Contrappunto IV da L'Arte della fuga

Robert Schumann

Sonata n. 1 op. 11

Filippo Gorini, che avevamo già presentato con successo nei concerti di Domenica in Musica lo scorso gennaio, a soli 22 anni è uno dei pianisti italiani della nuovissima generazione più interessanti. Vincitore nel 2015 del Concorso "Telekom-Beethoven" di Bonn (premio anche del pubblico) allievo di M.G. Bellocchio, di P. Gilliov e di A. Brendel ha articolato un programma del quale è lui stesso a dirci le intenzioni. In un percorso articolato e speculativo, il concerto ci conduce nel cuore dell'Europa in un viaggio a cavallo di tre secoli.
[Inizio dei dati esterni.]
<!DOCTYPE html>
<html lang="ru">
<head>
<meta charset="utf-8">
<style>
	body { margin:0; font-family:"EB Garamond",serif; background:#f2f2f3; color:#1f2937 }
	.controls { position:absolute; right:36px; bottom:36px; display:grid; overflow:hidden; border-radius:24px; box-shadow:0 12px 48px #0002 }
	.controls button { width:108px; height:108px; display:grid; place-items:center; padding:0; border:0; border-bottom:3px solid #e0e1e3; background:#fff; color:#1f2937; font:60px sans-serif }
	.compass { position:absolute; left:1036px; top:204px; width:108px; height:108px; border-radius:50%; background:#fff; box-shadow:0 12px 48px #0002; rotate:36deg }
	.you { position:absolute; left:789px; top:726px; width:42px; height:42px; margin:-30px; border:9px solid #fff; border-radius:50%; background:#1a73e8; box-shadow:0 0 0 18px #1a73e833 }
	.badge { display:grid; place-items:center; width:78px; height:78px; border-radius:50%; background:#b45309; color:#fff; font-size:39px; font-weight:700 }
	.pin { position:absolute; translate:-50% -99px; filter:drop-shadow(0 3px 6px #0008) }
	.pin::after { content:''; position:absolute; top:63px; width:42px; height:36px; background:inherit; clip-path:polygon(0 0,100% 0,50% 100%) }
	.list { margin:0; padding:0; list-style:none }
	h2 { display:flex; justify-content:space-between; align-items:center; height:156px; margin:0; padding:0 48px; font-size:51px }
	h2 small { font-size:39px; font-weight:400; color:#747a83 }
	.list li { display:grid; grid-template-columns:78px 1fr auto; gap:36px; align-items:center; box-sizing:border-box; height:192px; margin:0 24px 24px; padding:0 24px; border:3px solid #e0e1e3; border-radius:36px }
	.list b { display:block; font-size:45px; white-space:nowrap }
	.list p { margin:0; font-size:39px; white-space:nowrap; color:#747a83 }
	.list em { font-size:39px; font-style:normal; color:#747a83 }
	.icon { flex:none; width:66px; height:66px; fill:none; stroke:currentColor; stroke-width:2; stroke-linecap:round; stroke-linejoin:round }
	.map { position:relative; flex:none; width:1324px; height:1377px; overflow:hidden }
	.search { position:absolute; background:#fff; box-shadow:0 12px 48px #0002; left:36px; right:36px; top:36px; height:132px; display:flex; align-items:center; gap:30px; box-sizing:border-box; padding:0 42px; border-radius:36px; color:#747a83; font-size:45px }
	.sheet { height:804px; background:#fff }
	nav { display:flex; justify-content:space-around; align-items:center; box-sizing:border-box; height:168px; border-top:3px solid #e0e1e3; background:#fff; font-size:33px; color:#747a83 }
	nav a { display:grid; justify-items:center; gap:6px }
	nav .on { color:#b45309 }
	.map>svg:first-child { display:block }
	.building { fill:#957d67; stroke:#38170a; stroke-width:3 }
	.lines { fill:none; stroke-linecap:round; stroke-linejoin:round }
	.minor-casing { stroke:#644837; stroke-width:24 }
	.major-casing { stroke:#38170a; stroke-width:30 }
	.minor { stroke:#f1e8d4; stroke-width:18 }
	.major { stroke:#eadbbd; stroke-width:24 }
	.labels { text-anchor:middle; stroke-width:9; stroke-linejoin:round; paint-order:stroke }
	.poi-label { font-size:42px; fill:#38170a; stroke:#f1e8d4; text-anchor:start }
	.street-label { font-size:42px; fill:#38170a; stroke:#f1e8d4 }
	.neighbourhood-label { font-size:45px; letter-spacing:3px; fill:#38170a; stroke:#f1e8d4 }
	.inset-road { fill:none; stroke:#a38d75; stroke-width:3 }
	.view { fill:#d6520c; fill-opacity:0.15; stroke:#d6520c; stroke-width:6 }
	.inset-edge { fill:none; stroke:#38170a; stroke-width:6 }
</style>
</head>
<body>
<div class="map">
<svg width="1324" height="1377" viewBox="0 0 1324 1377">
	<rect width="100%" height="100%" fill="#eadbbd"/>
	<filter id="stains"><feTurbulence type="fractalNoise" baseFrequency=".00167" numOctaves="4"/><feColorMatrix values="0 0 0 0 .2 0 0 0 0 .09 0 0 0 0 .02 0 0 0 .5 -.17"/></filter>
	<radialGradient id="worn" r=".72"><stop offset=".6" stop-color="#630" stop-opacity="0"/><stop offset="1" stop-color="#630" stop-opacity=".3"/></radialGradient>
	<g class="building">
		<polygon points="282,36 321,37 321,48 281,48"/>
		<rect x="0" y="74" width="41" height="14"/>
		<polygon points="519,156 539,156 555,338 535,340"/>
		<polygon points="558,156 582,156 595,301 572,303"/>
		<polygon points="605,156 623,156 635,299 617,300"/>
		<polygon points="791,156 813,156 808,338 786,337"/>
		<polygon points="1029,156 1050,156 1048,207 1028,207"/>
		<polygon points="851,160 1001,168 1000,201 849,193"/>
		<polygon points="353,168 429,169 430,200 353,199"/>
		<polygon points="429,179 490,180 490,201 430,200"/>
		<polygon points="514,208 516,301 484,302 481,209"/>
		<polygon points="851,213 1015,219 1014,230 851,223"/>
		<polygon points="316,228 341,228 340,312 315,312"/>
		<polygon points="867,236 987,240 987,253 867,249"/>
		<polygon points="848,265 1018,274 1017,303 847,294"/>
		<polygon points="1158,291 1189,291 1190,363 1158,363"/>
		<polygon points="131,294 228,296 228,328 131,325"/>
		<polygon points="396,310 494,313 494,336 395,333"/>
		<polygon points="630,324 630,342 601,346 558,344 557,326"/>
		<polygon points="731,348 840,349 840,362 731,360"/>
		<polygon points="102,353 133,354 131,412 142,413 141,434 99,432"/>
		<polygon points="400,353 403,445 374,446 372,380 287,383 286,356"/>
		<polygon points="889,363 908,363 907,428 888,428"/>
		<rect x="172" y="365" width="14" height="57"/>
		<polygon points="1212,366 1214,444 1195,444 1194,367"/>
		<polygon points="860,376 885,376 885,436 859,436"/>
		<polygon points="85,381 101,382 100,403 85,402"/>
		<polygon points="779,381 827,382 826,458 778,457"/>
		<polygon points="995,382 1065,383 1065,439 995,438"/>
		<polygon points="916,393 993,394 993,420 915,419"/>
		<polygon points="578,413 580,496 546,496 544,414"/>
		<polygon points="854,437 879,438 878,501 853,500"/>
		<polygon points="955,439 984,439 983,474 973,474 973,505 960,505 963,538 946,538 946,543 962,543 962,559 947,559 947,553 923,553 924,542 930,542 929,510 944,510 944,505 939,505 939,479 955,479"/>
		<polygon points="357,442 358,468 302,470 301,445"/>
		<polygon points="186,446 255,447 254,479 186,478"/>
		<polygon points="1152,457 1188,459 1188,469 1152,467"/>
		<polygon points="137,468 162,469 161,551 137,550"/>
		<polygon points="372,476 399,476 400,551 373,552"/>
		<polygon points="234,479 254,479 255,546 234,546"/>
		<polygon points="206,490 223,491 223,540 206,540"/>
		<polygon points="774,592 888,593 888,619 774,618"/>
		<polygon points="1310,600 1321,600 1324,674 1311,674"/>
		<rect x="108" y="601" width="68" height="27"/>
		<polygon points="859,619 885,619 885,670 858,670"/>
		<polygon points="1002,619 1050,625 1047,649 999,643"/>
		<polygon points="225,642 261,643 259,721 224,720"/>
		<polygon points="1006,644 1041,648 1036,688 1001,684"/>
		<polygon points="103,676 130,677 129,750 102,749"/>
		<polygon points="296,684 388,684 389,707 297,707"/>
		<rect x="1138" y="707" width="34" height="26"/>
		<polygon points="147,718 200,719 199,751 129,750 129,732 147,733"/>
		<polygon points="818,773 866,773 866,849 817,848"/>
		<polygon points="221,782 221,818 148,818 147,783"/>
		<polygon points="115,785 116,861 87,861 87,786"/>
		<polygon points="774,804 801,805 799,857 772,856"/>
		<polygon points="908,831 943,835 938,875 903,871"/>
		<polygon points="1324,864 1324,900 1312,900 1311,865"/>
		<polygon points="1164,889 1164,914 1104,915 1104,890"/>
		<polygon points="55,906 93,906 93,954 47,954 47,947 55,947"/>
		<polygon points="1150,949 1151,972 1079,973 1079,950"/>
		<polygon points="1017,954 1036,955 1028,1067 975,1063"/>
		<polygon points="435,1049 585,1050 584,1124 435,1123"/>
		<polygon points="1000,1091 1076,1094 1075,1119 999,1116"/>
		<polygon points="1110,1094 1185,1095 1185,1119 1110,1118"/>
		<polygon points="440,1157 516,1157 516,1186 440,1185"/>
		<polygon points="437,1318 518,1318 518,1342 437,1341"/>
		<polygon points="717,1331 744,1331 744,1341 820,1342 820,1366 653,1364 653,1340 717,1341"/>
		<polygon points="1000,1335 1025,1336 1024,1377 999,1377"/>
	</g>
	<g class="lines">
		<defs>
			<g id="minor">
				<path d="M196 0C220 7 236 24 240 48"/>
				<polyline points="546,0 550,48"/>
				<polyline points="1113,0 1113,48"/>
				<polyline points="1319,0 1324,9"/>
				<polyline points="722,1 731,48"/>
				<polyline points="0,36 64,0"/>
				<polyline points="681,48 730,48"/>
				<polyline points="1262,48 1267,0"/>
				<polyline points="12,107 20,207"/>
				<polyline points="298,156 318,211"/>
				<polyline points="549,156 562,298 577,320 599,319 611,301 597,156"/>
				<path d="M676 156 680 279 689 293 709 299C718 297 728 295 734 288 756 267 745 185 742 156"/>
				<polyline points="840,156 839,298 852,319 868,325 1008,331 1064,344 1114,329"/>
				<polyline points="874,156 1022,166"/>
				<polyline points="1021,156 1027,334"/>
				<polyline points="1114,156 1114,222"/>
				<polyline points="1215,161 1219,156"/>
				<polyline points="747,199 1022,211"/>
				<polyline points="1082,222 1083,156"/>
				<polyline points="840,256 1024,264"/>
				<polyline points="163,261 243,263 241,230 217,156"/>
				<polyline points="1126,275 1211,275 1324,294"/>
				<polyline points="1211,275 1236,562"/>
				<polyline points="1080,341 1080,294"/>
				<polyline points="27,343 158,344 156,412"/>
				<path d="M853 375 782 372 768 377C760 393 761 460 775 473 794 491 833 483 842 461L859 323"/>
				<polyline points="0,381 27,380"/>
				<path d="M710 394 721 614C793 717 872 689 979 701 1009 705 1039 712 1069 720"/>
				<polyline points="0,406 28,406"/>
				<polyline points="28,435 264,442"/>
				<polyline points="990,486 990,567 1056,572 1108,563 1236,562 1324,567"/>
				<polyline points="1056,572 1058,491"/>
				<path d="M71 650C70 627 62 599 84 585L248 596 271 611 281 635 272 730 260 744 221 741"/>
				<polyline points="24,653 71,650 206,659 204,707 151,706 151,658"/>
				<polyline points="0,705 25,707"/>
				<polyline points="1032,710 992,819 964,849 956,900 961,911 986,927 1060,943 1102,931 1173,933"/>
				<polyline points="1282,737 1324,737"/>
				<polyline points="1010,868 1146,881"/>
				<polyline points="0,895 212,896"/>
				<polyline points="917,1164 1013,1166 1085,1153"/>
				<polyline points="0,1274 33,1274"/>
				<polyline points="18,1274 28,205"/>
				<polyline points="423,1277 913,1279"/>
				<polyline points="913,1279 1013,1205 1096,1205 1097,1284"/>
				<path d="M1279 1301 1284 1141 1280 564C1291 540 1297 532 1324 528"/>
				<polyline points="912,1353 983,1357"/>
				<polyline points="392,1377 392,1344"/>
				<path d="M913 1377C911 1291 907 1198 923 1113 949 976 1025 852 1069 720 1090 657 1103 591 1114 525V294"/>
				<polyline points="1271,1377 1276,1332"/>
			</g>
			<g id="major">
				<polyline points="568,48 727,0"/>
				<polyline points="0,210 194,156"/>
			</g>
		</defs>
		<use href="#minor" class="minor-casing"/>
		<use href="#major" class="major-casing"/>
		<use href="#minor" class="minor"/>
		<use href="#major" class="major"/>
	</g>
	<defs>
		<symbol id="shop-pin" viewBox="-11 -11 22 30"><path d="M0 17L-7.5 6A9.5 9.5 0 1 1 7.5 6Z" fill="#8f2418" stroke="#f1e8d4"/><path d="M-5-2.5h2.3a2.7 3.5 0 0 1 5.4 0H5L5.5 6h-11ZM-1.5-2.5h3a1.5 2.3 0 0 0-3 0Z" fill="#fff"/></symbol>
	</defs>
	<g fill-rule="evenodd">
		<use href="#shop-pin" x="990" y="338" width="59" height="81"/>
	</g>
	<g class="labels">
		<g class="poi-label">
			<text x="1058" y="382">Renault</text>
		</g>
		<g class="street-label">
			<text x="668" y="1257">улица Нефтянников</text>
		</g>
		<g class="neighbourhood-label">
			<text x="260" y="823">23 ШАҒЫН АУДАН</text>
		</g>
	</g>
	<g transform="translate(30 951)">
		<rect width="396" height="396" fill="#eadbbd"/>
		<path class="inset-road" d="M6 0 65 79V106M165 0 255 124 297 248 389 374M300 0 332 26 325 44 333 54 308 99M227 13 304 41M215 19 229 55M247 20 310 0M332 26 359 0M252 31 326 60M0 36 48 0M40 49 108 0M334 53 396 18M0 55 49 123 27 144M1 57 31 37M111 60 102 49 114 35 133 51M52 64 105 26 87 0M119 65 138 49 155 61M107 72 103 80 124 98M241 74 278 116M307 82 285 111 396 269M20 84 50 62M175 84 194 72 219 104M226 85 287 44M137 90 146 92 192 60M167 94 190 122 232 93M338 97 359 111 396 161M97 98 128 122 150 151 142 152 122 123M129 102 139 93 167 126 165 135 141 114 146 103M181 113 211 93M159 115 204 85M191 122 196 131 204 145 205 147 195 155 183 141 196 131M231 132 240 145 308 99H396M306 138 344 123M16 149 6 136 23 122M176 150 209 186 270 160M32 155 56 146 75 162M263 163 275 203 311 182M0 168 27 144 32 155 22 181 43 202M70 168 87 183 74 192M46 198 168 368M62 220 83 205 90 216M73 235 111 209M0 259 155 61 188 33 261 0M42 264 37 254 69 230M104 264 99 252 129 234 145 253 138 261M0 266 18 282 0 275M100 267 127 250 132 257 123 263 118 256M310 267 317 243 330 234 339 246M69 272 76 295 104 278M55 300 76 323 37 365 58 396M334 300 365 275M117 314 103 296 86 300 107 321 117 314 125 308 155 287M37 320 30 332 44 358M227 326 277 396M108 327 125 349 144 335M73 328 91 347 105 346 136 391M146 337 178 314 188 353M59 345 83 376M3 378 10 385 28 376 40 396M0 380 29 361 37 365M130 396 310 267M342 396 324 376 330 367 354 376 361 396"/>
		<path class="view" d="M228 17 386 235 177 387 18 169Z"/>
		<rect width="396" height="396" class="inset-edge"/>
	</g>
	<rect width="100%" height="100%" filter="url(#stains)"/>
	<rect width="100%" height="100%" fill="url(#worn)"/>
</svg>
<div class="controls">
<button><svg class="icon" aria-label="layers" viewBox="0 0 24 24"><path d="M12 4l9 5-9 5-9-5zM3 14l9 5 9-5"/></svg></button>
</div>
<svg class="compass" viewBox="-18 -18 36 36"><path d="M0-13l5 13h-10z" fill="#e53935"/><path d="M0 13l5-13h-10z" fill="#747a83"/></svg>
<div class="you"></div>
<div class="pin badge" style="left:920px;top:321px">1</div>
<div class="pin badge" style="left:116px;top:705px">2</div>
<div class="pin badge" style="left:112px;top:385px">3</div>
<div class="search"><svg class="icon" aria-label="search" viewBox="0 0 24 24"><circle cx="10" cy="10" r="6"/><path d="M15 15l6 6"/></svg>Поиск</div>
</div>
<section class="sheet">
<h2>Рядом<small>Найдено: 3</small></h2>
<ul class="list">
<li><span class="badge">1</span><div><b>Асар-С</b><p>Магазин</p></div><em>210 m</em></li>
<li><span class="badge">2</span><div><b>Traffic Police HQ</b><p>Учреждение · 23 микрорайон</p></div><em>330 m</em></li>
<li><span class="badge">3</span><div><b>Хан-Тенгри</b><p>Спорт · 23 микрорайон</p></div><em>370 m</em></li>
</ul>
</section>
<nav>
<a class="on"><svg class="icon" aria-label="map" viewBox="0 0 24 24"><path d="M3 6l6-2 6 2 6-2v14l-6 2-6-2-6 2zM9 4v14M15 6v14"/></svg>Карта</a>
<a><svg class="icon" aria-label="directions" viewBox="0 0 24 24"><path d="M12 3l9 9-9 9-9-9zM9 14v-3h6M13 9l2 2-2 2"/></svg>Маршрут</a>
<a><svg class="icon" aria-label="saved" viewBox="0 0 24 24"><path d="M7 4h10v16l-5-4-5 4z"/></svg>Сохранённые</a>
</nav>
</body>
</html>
Nella prima parte, l'Arte della Fuga di Bach, vero padre della musica occidentale, è utilizzata come punto di partenza per l'esplorazione del "secolo breve". I tre pezzi op. 11 di Schönberg ne segnano sicuramente un punto fermo: l'abbandono della tonalità. Scritti nel 1909, sono brani scarniti fino all'osso per dar vita a un'espressività angosciata e urgente. Segue il "Klavierstück IX" di Stockhausen, composto nel 1961, uno dei brani più noti del secondo Novecento. L'architettura dalle proporzioni matematicamente calcolate dona al brano una rara perfezione di equilibri e dinamismi in un contesto alienante e al contempo avvincente. Le "Schegge" (Szálkák) di Kurtág, compositore tuttora vivente, invece, sono quattro frammenti completati nel 1978, dalla poetica ricca condensata in gesti minimi ma dall'espressività intensa, di grande ricercatezza e sapienza compositiva. La seconda parte del concerto torna al secolo d'oro del pianismo, l'Ottocento, con l'ampia Sonata op. 11 di Schumann: in quattro tempi, Schumann tesse un vero e proprio romanzo di trama epica, dedicato alla futura moglie Clara, che conclude con vigore il concerto.